Mais si le Général est considéré comme l’un des dirigeants français les plus influents de l’histoire, l’amour du jeu politique lui vient pourtant d’une figure plus méconnue. En l’espèce, l’ancien maire de Saint-Martin-en-Haut, Régis Chambe, dont la stature et l’écharpe ont longuement impressionné le tout jeune Jules Guillemot. « À 10 ans, j’étais au conseil municipal des enfants. À 14 ans, je m’engageais dans une association, à 18 ans, je prenais ma carte dans un parti politique et à 20 ans, je devenais conseiller municipal », résume-t-il.
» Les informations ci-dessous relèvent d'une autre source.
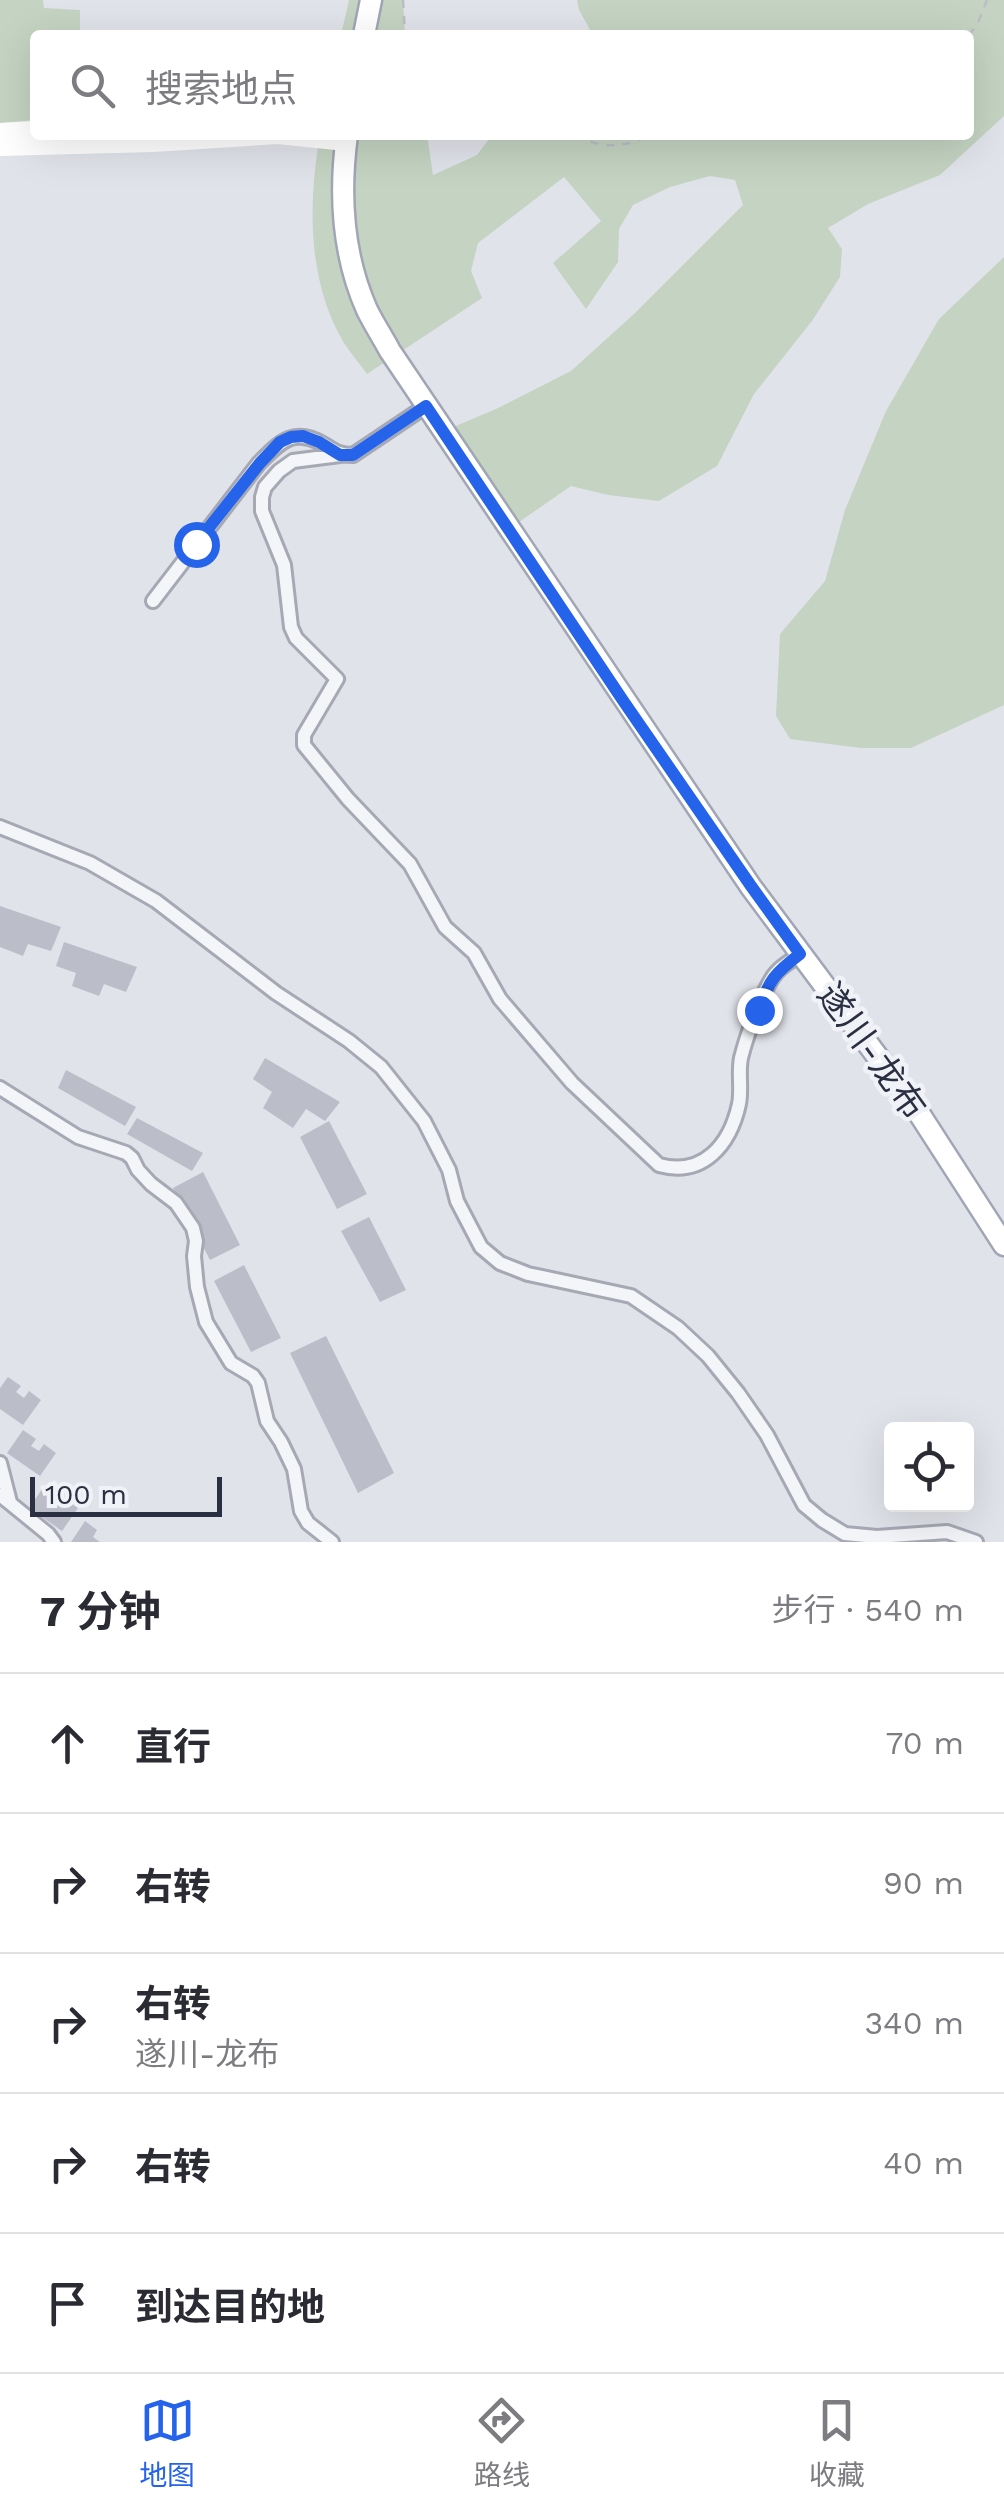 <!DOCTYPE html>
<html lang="zh">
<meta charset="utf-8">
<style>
body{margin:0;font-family:"Work Sans","Noto Sans SC",sans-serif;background:#f7f7f7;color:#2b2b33}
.controls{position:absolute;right:30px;bottom:30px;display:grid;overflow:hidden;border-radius:10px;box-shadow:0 10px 40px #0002}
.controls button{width:90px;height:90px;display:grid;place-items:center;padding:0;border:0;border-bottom:2px solid #e1e1e2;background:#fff;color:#2b2b33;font:50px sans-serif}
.scale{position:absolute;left:30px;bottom:25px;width:192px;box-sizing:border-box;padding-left:10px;border:5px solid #2a2f41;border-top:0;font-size:28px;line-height:35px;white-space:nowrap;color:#2a2f41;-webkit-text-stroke:8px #f1f2f7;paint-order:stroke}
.stop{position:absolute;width:30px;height:30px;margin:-22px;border:8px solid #2563eb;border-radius:50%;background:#fff}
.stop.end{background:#2563eb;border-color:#fff;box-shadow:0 2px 10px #0008}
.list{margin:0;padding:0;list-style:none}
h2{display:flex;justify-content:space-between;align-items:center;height:130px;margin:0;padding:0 40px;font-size:42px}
h2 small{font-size:32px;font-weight:400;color:#7c7c81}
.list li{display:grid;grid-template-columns:65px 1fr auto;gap:30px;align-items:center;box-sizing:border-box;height:140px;padding:0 40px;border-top:2px solid #e1e1e2}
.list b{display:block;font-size:38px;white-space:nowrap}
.list p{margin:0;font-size:32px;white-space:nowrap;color:#7c7c81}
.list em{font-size:32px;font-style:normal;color:#7c7c81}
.icon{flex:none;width:55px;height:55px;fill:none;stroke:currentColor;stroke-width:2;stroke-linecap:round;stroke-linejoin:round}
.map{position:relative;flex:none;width:1004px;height:1542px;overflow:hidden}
.search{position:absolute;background:#fff;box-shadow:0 10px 40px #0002;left:30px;right:30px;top:30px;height:110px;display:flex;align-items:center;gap:25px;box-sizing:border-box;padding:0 35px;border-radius:10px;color:#7c7c81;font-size:38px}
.sheet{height:830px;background:#fff}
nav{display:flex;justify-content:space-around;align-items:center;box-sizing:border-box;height:140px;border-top:2px solid #e1e1e2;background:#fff;font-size:28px;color:#7c7c81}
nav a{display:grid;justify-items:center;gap:5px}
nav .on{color:#2563eb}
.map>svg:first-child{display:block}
.green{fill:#c4d3c2}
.building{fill:#bbbec9}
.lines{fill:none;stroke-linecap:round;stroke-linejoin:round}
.street-casing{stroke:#a6a9b4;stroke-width:18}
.primary-casing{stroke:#a1a6b5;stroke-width:25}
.path{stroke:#bbbec5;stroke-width:2.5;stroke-dasharray:8 8;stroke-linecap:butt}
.street{stroke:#f4f5f8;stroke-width:12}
.secondary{stroke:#fff;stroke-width:18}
.primary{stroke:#fff;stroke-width:20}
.route{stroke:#2563eb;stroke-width:12}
.labels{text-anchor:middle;stroke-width:9;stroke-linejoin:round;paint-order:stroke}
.street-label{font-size:35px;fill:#2a2f41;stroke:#f1f2f7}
</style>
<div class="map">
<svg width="1004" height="1542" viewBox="0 0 1004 1542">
<rect width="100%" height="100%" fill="#e1e3ea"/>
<path class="green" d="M0 0H43L44 8 80 10V35H35V120L0 123Z
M349 0H403L405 35H341Z
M577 0H1004V116L940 175 868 204 828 228 842 249 840 277 812 321 754 394 717 466 659 501 608 495 571 486 509 529 444 431 496 409 571 371 634 314 743 205 735 180 710 176 670 187 633 205 619 229 618 262 586 309 553 263 601 221 564 177 478 243 471 271 482 298 367 374C360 364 351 354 344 343 307 281 308 203 320 135H427L433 175 477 155 492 135H969V35H593L579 10Z
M1004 257V705L911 748H861L790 739 776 716 780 634 825 581 845 510 886 411 939 319Z"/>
<path class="building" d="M0 906 61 927 51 951 28 944 23 956 0 947Z
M64 942 137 967 126 992 104 984 99 996 72 986 76 973 56 966Z
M265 1058 340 1102 325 1121 306 1109 293 1128 263 1108 272 1092 253 1079Z
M66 1070 136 1107 125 1126 58 1088Z
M137 1118 203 1153 192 1171 127 1134Z
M329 1121 367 1194 337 1209 300 1137Z
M203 1172 240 1245 210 1260 173 1188Z
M369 1217 406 1290 380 1302 341 1231Z
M244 1265 281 1338 251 1352 214 1281Z
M326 1336 394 1473 358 1493 290 1353Z
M8 1377 21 1386 16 1392 24 1398 29 1391 41 1400 23 1425 0 1409V1388Z
M23 1430 36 1439 31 1446 39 1451 44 1444 56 1453 40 1476 7 1453Z
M45 1485 58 1494 53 1501 61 1507 66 1500 78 1508 62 1531 29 1508Z
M85 1521 97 1530 93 1537 100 1542H71Z"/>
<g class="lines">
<g class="street-casing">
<path id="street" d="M340 455 293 461 279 471 265 487 262 497V511L284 565 291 627 296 638 337 679 304 735V745L348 799 410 864 445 927 474 953 500 999 572 1083 659 1165C703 1177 730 1145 739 1104 742 1089 738 1073 741 1058 746 1038 763 988 776 973 782 965 793 960 800 954
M153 601 259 463C280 442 293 427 323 444 334 451 339 455 353 455L426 406
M0 827 90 863 156 901 276 993 349 1041 381 1067 424 1121 449 1170 457 1201 481 1247 500 1263 528 1274 631 1296 678 1328 708 1356 738 1393 767 1435 804 1505 822 1520 845 1534 877 1537 947 1532 976 1542
M0 1088 78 1137 126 1153 132 1158 138 1170 151 1184 176 1203 193 1228 196 1241 194 1256 197 1287 206 1322 231 1363 253 1376 258 1383 267 1421 281 1442 294 1469 301 1511 308 1523 332 1542
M0 1463 10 1502
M0 1495 48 1534 54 1542"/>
</g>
<g class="primary-casing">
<path id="primary" d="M364 35 371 0
M347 135C339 194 343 256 367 310 374 324 383 338 390 351L751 887 915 1107 1004 1245"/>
</g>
<path class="path" d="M403 0 405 35
M969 35 977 25 987 0
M576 135C600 149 625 148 649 135"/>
<use href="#street" class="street"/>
<path class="secondary" d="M0 132 35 130
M0 147 153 143 278 135 346 142"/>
<use href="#primary" class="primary"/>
</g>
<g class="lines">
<path class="route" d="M196 544 260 463 280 442 291 437 303 436 319 442 340 455H353L426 406 624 702 751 886 800 954C775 973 769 980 759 1010"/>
</g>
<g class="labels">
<g class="street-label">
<text transform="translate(872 1051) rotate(54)" y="12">遂川-龙布</text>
</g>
</g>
</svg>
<div class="controls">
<button><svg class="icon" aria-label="locate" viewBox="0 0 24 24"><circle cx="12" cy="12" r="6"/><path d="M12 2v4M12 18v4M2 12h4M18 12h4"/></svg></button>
</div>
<div class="scale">100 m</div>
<div class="stop" style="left:196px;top:544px"></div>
<div class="stop end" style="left:759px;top:1010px"></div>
<div class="search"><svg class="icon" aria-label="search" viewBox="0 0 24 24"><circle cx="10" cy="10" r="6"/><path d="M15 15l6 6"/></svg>搜索地点</div>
</div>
<section class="sheet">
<h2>7 分钟<small>步行 · 540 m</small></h2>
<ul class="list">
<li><svg class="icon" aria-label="ahead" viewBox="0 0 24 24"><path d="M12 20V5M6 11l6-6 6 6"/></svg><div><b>直行</b></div><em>70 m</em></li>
<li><svg class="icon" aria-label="right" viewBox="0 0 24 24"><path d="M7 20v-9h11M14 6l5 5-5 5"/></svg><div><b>右转</b></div><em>90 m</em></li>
<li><svg class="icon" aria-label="right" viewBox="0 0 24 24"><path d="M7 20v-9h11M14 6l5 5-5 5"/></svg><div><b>右转</b><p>遂川-龙布</p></div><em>340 m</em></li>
<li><svg class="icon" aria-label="right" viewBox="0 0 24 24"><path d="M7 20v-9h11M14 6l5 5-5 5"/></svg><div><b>右转</b></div><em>40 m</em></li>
<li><svg class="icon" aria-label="arrive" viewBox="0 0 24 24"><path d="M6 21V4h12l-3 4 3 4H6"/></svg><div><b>到达目的地</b></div></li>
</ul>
</section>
<nav>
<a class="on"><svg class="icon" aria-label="map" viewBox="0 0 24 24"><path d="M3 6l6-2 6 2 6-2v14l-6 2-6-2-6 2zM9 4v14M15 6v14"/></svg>地图</a>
<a><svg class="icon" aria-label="directions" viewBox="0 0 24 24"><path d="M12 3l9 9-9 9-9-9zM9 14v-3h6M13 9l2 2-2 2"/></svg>路线</a>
<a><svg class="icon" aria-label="saved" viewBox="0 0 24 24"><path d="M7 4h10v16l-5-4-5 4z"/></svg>收藏</a>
</nav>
Également devenu chef d’entreprise à 21 ans, Jules Guillemot a donc appris à tout faire vite et bien. Une qualité qui plaît à ses électeurs, convaincus par la fougue de ce jeune premier. Rien d’étonnant alors à voir le maire de Saint-Genis-Laval vouloir « taper dans le dur ». « C’est pour cela que nous avons été élus », relève-t-il.
« J’avais conscience des obligations imputées au poste de maire, mais il y a des choses pour lesquelles on n’est jamais préparé »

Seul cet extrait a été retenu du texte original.